§ **Stored data**:

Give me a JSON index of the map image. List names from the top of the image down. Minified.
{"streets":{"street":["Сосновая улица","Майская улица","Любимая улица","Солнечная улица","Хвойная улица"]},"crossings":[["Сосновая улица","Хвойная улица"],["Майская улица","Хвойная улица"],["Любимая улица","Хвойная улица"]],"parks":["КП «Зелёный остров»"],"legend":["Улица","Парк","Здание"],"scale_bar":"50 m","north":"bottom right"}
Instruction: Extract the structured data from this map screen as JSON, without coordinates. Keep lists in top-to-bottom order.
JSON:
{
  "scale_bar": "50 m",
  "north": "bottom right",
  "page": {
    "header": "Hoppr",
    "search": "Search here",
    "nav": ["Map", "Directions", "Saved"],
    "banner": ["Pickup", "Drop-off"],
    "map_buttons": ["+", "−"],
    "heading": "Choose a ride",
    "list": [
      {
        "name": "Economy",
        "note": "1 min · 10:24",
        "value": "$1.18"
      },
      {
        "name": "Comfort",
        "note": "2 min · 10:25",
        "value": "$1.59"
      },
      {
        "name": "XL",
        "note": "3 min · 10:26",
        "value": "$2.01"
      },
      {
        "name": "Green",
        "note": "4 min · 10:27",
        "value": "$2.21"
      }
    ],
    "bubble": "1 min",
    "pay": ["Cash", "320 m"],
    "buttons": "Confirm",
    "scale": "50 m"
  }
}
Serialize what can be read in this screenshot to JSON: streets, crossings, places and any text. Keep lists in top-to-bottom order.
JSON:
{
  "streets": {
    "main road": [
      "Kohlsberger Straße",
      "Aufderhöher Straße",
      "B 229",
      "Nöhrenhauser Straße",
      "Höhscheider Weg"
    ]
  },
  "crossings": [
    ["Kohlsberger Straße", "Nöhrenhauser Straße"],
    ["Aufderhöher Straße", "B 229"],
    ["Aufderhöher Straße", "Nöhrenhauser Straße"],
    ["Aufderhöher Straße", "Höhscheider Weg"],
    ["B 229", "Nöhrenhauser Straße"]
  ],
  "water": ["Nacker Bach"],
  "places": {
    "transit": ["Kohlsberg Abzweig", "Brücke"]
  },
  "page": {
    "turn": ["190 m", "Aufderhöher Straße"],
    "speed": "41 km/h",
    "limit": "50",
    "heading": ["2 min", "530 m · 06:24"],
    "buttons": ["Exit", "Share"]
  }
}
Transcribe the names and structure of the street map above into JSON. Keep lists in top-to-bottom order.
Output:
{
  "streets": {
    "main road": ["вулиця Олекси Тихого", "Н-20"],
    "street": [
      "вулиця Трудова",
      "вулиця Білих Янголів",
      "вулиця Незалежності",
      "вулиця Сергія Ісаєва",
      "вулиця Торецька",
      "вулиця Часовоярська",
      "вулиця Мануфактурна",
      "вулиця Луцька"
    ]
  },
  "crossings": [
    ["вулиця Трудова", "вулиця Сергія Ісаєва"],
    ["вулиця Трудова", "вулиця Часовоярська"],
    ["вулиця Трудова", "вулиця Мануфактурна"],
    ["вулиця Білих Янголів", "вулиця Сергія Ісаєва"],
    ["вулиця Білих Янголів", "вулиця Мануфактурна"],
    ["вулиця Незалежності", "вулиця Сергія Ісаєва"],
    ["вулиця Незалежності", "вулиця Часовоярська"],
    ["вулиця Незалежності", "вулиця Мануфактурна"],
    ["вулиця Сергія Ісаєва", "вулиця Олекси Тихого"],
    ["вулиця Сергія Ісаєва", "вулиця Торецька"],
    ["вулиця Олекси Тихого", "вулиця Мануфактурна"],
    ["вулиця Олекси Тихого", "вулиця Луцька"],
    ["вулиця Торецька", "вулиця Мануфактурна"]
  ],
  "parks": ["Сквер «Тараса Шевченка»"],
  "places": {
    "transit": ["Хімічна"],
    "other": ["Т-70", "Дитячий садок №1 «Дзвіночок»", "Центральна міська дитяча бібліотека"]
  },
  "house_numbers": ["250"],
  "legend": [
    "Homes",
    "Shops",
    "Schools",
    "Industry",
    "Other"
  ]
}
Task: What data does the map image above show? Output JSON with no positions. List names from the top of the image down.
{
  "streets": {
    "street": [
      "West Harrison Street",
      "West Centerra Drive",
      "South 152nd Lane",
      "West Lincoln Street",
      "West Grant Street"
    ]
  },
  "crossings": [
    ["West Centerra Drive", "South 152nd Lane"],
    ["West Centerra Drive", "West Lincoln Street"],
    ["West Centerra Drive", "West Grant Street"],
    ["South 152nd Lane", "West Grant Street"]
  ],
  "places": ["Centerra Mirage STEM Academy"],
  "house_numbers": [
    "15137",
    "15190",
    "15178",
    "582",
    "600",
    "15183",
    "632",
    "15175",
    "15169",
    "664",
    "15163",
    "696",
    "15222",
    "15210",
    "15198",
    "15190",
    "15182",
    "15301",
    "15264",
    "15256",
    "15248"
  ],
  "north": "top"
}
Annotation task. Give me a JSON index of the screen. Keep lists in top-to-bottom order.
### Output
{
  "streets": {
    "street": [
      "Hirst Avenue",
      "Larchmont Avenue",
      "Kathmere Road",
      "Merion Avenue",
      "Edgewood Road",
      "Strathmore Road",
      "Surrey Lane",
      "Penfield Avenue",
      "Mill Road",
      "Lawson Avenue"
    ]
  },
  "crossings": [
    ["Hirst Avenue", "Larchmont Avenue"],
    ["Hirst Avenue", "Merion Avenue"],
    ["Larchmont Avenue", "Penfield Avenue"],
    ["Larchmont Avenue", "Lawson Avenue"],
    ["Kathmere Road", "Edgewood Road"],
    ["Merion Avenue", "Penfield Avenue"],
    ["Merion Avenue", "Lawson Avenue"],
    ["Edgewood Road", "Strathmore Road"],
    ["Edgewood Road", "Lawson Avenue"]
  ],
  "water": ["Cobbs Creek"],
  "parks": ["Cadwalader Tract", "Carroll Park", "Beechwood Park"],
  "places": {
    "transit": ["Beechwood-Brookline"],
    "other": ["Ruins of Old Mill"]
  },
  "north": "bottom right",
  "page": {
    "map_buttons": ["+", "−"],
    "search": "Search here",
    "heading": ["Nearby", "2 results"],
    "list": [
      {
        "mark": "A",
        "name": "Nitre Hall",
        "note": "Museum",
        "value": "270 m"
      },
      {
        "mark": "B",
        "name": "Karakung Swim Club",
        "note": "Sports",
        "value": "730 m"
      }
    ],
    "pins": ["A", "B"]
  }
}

§ **Exercise directions**:
In the entries above, count each line holding "Larchmont" and report the total and nothing more.

§ **Solved exercise**:
4